Plaintiff makes no effort to support her need for this discovery. And the “fact that a party may disbelieve . . . a response . . . is not a recognized ground for compelling discovery, absent some indication beyond mere suspicion that the response is incomplete or incorrect.” Baker v. Walters, __ F.Supp.3d __, 2023 WL 424788, at *13 (N.D. Tex. Jan. 26, 2023); see also Hubbard v. Potter, 247 F.R.D. 27, 29 (D.D.C. 2008) (“Speculation that there is more will not suffice; if the theoretical possibility that more documents exist sufficed to justify additional discovery, discovery would never end.”). Because Plaintiff has presented nothing beyond mere speculation, IT IS ORDERED that Plaintiff's Motion to Compel (R. Doc. 32) is DENIED as to Request for Production No. 4.
D. Conclusion
For the reasons given above, IT IS ORDERED that Plaintiff's Motion to Compel (R. Doc. 32) is GRANTED in part and DENIED in part, as follows.
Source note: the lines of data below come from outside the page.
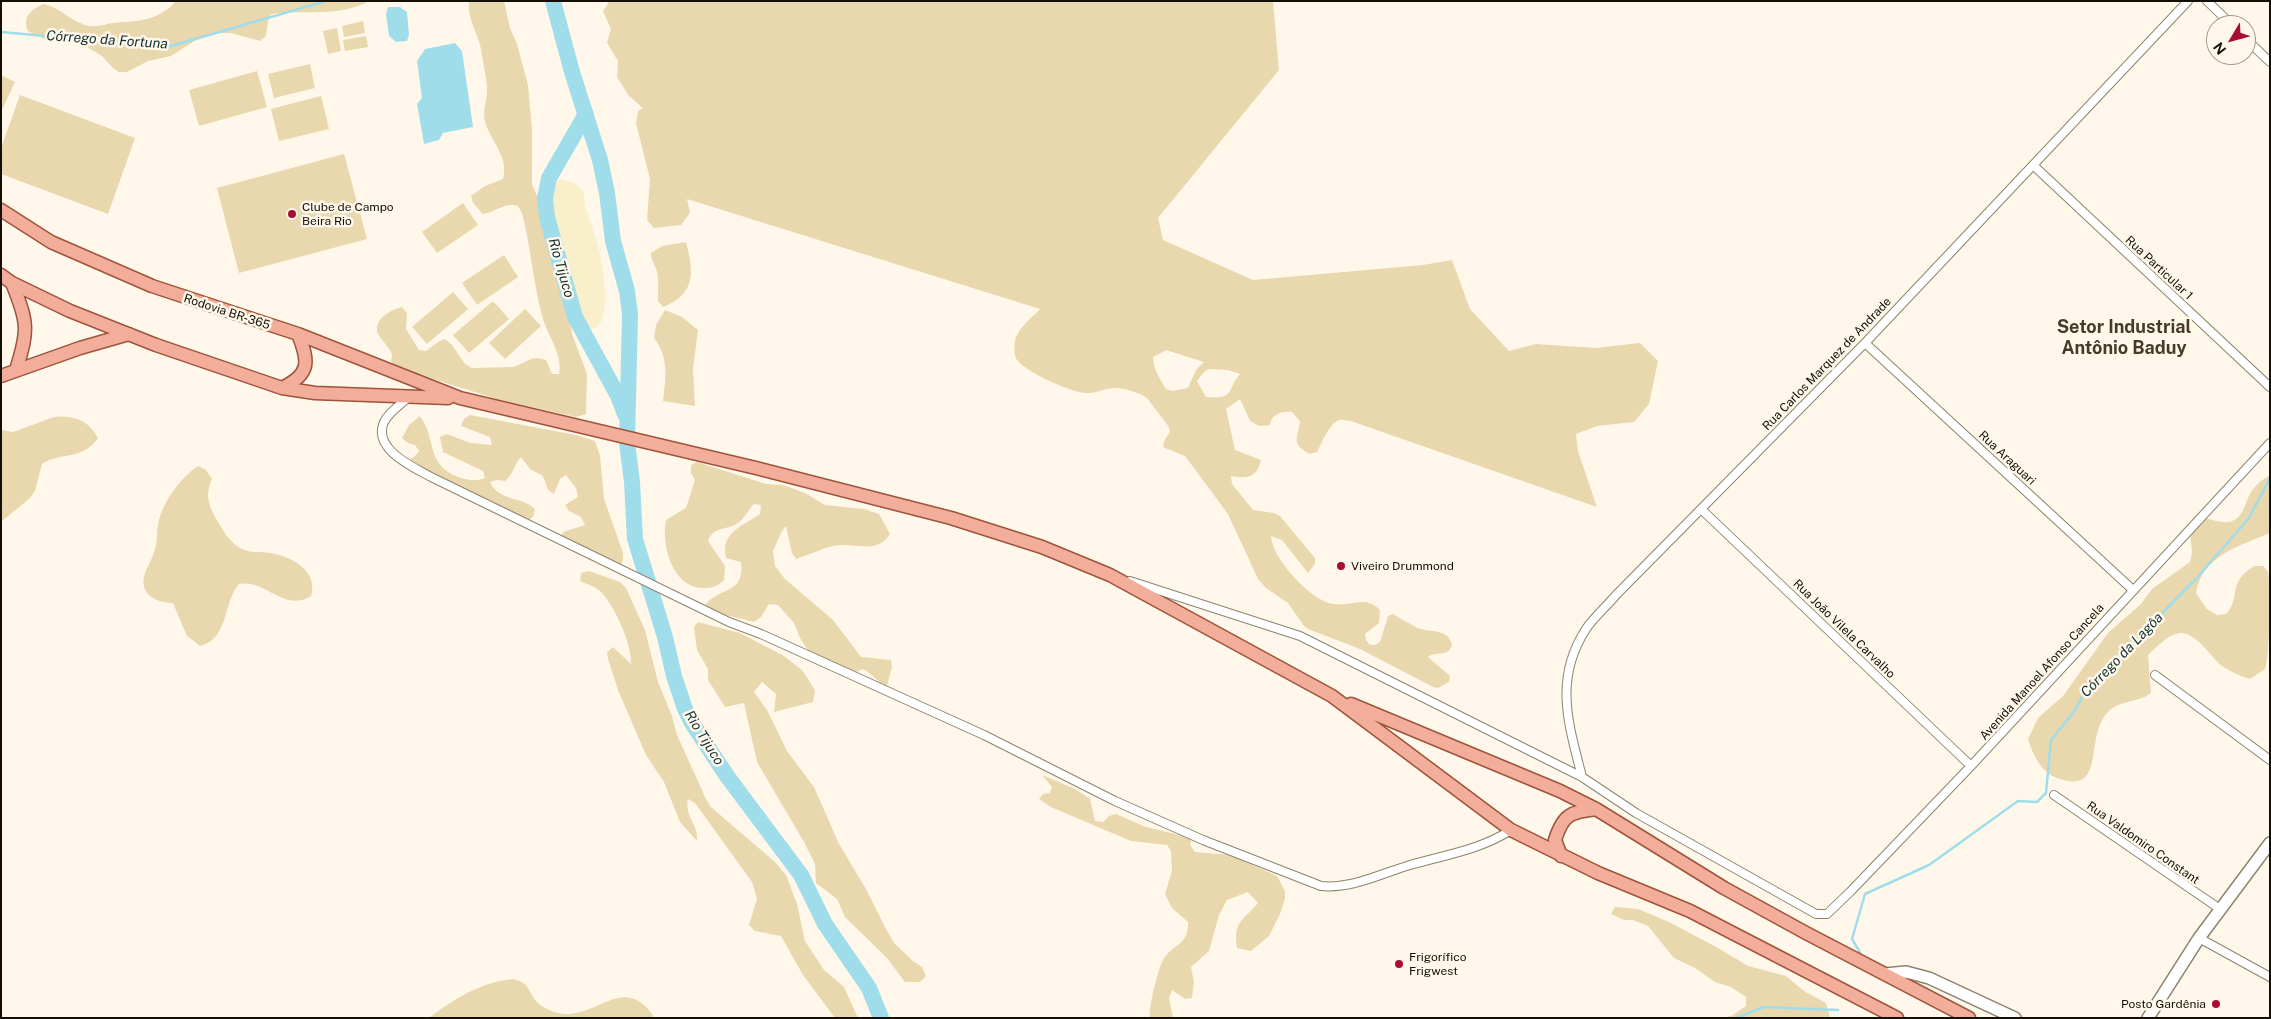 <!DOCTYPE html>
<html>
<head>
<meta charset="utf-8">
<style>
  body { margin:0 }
  #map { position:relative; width:2271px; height:1019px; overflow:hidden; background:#fff8ea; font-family:"Public Sans",sans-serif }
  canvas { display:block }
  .frame { position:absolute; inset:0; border:2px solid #130f07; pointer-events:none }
  .north { position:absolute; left:2206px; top:15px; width:50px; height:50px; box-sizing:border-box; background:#fff8ea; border:1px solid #a19b8f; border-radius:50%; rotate:233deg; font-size:14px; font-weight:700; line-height:20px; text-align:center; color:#130f07 }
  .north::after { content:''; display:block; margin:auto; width:18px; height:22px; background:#a60d30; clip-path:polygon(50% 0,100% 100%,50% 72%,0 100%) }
</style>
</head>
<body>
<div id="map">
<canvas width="2271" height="1019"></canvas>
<div class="frame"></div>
<div class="north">N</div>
</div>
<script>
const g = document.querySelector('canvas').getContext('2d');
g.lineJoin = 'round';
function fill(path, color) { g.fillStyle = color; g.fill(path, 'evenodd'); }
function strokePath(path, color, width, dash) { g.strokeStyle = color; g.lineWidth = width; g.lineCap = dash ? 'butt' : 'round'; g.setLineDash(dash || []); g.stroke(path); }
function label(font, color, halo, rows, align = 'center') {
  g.font = font + ' "Public Sans",sans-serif'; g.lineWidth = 5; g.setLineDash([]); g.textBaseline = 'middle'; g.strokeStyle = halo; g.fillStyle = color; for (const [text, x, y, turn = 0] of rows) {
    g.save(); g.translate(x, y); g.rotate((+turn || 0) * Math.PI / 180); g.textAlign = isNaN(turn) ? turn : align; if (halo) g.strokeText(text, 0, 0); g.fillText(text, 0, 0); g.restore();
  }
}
fill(new Path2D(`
  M 176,1 L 369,1 C 339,18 304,9 271,14 L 268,21 L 266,36 L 260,41 L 231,33 L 213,33 L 199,38 L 171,56 L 148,61 L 127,72 L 119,72 L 113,68 L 102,56 L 85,46 L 71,40 L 48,41 L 28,31 C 22,17 31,9 44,4 C 60,8 70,20 85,25 C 95,28 103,25 112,23 C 137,21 157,22 176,1 Z
  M 469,1 L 504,1 L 510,28 L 517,44 L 528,85 L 532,129 L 532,184 L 544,213 L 562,276 L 572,334 L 587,374 L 586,414 L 576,417 L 500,400 L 395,367 L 391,361 L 392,354 C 389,347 380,338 378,334 C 372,320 392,309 402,307 L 407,313 L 406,329 L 419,350 L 426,351 L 438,342 L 445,339 L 452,345 L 465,364 L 472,368 L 514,367 L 531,359 L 538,358 L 546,360 L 552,374 L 559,374 C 563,355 548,336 543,319 C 533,284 531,247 522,213 L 518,206 C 504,202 497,212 483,214 L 473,203 L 471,196 L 485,186 L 503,179 C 509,156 491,142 485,122 C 482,109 488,100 487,87 C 486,75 483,62 481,49 C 478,33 467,19 469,1 Z
  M 607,1 L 1273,1 L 1279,70 L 1158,218 L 1163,240 L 1253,280 L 1423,265 L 1452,260 L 1470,309 L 1509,351 L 1536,344 L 1596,348 L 1640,343 L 1658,361 L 1649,404 L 1634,422 L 1597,426 L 1576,434 L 1578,451 L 1597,507 L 1351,421 C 1347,421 1343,419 1340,420 C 1330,421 1321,445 1317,452 L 1310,454 C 1290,444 1298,437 1300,421 L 1292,412 C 1282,411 1271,414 1270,425 L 1259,426 L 1250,421 L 1240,399 L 1226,409 L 1235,450 L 1261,460 C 1257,478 1247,479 1231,476 L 1232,484 L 1253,510 L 1274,513 L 1280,516 L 1315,558 L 1315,564 L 1308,573 L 1282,540 L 1271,536 C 1272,558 1308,597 1329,603 C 1347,609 1365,593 1380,610 L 1379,623 L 1365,634 L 1366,640 L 1370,645 L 1375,645 L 1380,642 L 1388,616 L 1393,614 C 1401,619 1410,624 1418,628 C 1431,633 1448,628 1452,645 C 1448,658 1437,650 1428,657 L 1450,676 L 1449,682 L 1438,688 L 1433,687 L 1360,649 L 1308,629 L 1304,626 L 1288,603 L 1266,588 L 1258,579 L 1228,514 L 1185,456 L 1163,447 L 1164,441 L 1170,432 L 1169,427 L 1147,398 C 1141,393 1124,388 1115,388 C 1105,388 1096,394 1085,393 C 1070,392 1026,372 1017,360 C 1014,356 1014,347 1015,342 C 1017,328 1032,318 1040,309 L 687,199 L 690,213 L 681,225 L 654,228 L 647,220 L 650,179 L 636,123 L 638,111 L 643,108 L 629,96 L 617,77 L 618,61 L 607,43 L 611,29 L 603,11 L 608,4 ZM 1166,350 L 1204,362 L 1196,370 L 1188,388 L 1172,391 L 1166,389 C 1160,379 1153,369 1153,357 ZM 1209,369 L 1228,370 L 1240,374 C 1225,392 1236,399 1206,397 L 1197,381 L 1204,372 Z
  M 363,21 L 365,33 L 344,37 L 342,26 Z
  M 337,28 L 341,51 L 328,54 L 323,31 Z
  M 366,36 L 368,47 L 345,51 L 343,40 Z
  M 310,64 L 315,88 L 274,98 L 268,74 Z
  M 257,71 L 267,107 L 199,126 L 189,90 Z
  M 1,75 L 15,82 L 1,112 Z
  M 20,95 L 135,138 L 108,214 L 1,174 L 1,148 Z
  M 321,96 L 329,129 L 279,141 L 271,109 Z
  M 344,154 L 367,239 L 239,273 L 217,188 Z
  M 463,203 L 478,225 L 437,253 L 422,232 Z
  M 686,242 C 694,272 696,294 663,307 L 658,301 C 658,292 659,281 657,272 C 655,264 651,261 651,253 L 662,246 Z
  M 504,255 L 518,277 L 477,305 L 462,283 Z
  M 453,292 L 468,309 L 427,344 L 412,327 Z
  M 493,301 L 509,319 L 469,353 L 453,335 Z
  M 525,309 L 541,326 L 505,359 L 489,343 Z
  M 665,310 L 682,317 L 698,330 L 693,369 L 695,406 L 663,401 C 666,378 669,357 654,338 L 656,325 Z
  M 470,415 L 576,435 L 595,441 L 600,456 L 604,499 L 623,553 L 623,560 L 620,568 L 561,539 L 563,532 L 585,525 L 581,517 L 569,511 L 565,505 L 578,497 L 576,488 L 566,475 L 560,479 L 554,494 L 548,490 L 543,476 L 530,469 L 521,457 C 514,465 513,475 505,481 L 497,480 L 490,482 C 499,502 522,496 535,509 L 533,517 L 527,521 L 434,478 L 407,461 L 414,457 L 419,451 L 415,445 L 408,443 L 402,438 L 409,425 L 420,416 C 437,439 425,464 458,477 C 468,480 475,482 485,478 L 483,471 L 443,452 L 440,437 L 447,434 L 470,443 L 492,445 L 490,437 L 461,426 L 464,419 Z
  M 54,417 C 74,415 88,420 98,438 C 82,461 63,451 42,464 L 35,491 L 30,498 L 1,522 L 1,430 L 13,432 Z
  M 697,462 L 766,484 L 783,485 L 805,493 L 825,505 L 864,509 L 879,514 L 890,534 C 876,556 853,541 833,546 C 821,549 808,555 796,559 L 792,553 L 786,526 L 782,531 L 773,551 L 775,566 L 785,579 L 833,620 L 861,657 L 891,660 L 892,667 L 886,689 C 877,683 874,673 862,669 L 855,673 L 809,652 L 800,638 L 794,623 L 778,605 L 769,604 L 761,617 L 754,622 L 710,611 L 705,606 C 718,586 745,596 741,562 L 726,558 C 720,532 743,526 760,514 L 761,505 L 754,504 C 748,510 745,518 738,523 C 727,531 714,525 708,541 L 725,566 L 724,580 C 717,587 712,588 703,588 C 672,588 661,544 666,520 L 686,508 L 695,480 L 691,473 L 691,465 Z
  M 198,466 L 206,470 L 212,479 C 206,493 207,501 214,515 C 221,527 228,541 240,548 C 250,554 259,551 270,553 C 291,556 319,571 311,596 C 284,613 266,579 239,584 C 223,602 229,639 200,646 L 187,636 L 173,603 C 156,603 138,594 145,573 C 147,566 152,560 154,552 C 158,544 156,534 158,525 C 161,504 181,477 198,466 Z
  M 2270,475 L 2270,533 C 2239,546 2202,556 2196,593 L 2207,609 L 2217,615 L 2226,614 C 2242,596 2226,584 2254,566 L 2263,566 C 2265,568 2267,570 2268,572 C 2271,585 2270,657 2265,669 L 2250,679 C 2240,676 2231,672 2222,666 C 2211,657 2196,632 2180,633 C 2168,634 2157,647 2148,655 L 2151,693 C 2138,703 2118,700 2107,713 C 2084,739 2107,796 2057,778 C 2041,772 2033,755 2028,739 L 2038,718 L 2063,696 L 2108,633 L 2141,604 L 2152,589 L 2190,562 L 2192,553 L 2190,531 L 2200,518 C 2210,518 2218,523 2227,522 C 2243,521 2244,505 2250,494 C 2255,485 2262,480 2270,475 Z
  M 589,571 L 620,582 L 626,588 L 645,630 L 658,682 L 672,716 L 677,735 L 706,799 L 711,807 L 775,862 L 786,875 L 797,904 L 805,941 L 824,970 L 844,987 L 858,1018 L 835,1018 L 803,975 L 781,936 L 755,931 L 749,925 L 757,899 L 752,882 L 695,803 L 688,799 C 684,817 699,824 697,841 L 680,822 L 664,782 L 646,755 L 618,690 L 608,659 L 607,652 L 613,647 L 631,664 C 632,645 615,606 601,592 C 595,586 587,584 580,581 L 581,573 Z
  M 698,622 L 740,633 L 784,656 L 802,670 L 815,690 L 813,702 L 774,712 L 776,694 L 762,682 L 754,692 L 767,710 L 787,751 L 814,787 L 839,844 L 866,889 L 886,929 L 894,943 L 913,961 L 922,967 L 926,976 L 920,982 L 905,982 L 887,958 L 845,917 L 837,899 L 816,883 L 815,864 L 804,842 L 757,762 L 744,703 L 725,707 L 708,680 L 708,669 L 697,650 L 694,627 Z
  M 1042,775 L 1075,789 L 1090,799 L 1095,821 L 1103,822 L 1109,816 L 1116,814 L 1146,827 L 1192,838 L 1190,845 L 1195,852 L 1230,855 L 1277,876 L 1285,891 L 1285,899 L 1280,914 L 1269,936 L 1251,951 L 1237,948 C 1233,921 1243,921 1258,903 L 1248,892 L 1227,900 L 1219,915 L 1209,951 L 1191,967 L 1194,982 L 1192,998 L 1185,999 L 1172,990 L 1169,998 L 1173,1018 L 1150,1018 C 1148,1008 1158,970 1163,960 C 1172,944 1189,946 1188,922 L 1172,908 L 1165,894 L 1172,871 L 1171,851 L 1167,845 L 1131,841 L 1051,807 L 1039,799 L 1043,794 L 1050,793 L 1052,787 Z
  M 1615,907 L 1638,909 L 1669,922 L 1718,948 L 1748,966 L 1786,976 L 1804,991 L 1826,1003 L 1830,1018 L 1724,1018 L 1733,1015 L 1746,1006 L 1746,997 L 1731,987 L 1715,982 L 1695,968 L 1674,958 L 1648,926 L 1633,920 L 1624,920 L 1611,914 Z
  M 513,979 C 531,983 527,991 537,1002 C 544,1009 559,1015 569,1014 C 603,1011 625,977 653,1015 L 652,1018 L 429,1018 C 454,999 481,982 513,979 Z`), '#e9d7ad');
fill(new Path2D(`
  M 561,179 L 576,184 L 584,193 C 584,210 592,225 597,242 C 602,259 613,317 596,328 L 586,329 L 581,318 L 552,226 C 549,212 545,186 561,179 Z`), '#f9efca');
fill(new Path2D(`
  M 388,7 L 400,7 L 407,12 L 409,35 L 407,41 L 396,42 L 389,36 L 386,14 Z
  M 455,43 L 462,51 L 473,127 L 443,133 L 439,140 L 424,144 L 417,104 L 422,98 L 417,61 L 425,49 Z`), '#a0ddeb');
strokePath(new Path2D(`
  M 1,32 L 168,47 L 326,1
  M 1862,956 L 1852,939 L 1865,894 L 1929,865 L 2018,801 L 2037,802 L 2046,793 L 2051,740 L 2073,713 L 2087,689 L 2195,580 L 2249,518 L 2270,478
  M 1736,1018 L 1764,1007 L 1838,1010`), '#a0ddeb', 2.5);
strokePath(new Path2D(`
  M 553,1 L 572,72 L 600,160 L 607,193 L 613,241 L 627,291 L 630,314 L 627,443 L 632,482 L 635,539 L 665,637 L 674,676 L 685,709 L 692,723 L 727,776 L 801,875 L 825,924 L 869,988 L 881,1018
  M 586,114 L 549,178 L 545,198 L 547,217 L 575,317 L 618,396 L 625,414`), '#a0ddeb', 16);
const minor = new Path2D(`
  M 2207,1 L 2232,25
  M 2246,39 L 2270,62
  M 2033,165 L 2270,387
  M 1865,343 L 2133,590
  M 409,397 C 401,404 389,412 384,422 C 372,449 413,467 431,477 L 729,622 L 761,634 L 984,735 L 1115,801 L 1203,840 L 1321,886 C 1352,889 1380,874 1410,865 C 1444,855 1480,850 1511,830
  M 1701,509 L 1971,766
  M 1130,581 L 1300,636 L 1582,777 L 1636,813 L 1816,914 L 1827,914 L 1850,892 L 1971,766 L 2270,443
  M 2155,675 L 2270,760
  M 1582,777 C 1569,725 1553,680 1586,629 C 1594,617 1607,606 1616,595 L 1865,343 L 2188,1
  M 2054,795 L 2220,909
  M 2199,938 L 2270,977`);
const secondary = new Path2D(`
  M 1885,974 L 1906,972 L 1929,978 L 2015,1018
  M 2148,1018 L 2199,938 L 2270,843`);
const primary = new Path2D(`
  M 1,210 L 51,242 L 152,286 L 298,334 L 460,398 L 756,468 L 951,518 L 1042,547 L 1110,575 L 1332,696 L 1511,830 L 1598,873 L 1690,911 L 1897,1018
  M 1,275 L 12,283 L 70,311 L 156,345 L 282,388 L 315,393 L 448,398
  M 12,283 C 28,322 29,330 16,370
  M 1,376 L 80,348 L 129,334
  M 282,388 C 311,374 309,361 298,334
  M 1351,704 L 1560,791 L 1596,809 L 1724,888 L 1806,933 L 1969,1018
  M 1561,856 L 1555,840 C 1563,814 1571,812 1596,809`);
strokePath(minor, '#8d836d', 10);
strokePath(secondary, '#8d836d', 14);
strokePath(primary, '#9e533c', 15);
strokePath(minor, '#fff', 8);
strokePath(secondary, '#fff', 11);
strokePath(primary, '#f2ae9b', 12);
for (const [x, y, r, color] of [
  [292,214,5,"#a60d30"],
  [1341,566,5,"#a60d30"],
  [1399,964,5,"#a60d30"],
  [2216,1004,5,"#a60d30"]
]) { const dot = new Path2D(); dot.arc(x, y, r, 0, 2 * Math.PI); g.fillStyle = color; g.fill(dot); strokePath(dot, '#fff8ea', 2); }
label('12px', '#130f07', '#fff8ea', [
  ["Clube de Campo",302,207],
  ["Beira Rio",302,221],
  ["Viveiro Drummond",1351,566],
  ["Frigorífico",1409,957],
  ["Frigwest",1409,971],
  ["Posto Gardênia",2206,1004,"right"]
], 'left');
label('12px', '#130f07', '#fff8ea', [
  ["Rua Particular 1",2159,268,43],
  ["Rodovia BR-365",227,312,18],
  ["Rua Carlos Marquez de Andrade",1827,364,-46],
  ["Rua Araguari",2007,458,43],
  ["Rua João Vilela Carvalho",1844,629,44],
  ["Avenida Manoel Afonso Cancela",2042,672,-48],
  ["Rua Valdomiro Constant",2143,843,35]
]);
label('italic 14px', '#113036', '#fff8ea', [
  ["Córrego da Fortuna",107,40,4],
  ["Rio Tijuco",561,268,74],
  ["Córrego da Lagôa",2122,655,-46],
  ["Rio Tijuco",704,738,58]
]);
label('bold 18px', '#453c28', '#fff8ea', [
  ["Setor Industrial",2124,327],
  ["Antônio Baduy",2124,348]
]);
</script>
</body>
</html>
• The Motion to Compel (R. Doc. 32) is denied as to Request for Production No. 4.
• The Motion to Compel (R. Doc. 32) is granted as to Request for Production Nos. 5 and 8.
o The Court temporally limits Request for Production Nos. 5 and 8 to the “policies, practices and procedures” in place at the time Carrington was handling Plaintiff's
loss draft funds at issue in this litigation-i.e., the insurance proceeds intended to cover the property damage caused by Hurricane Laura.
o In accordance with the temporal limitations set by the Court, Carrington is ORDERED to produce all documents in its possession, custody, or control that are responsive to Request for Production Nos. 5 and 8 within 7 days of this Order.
Signed in Baton Rouge, Louisiana, on July 21, 2023.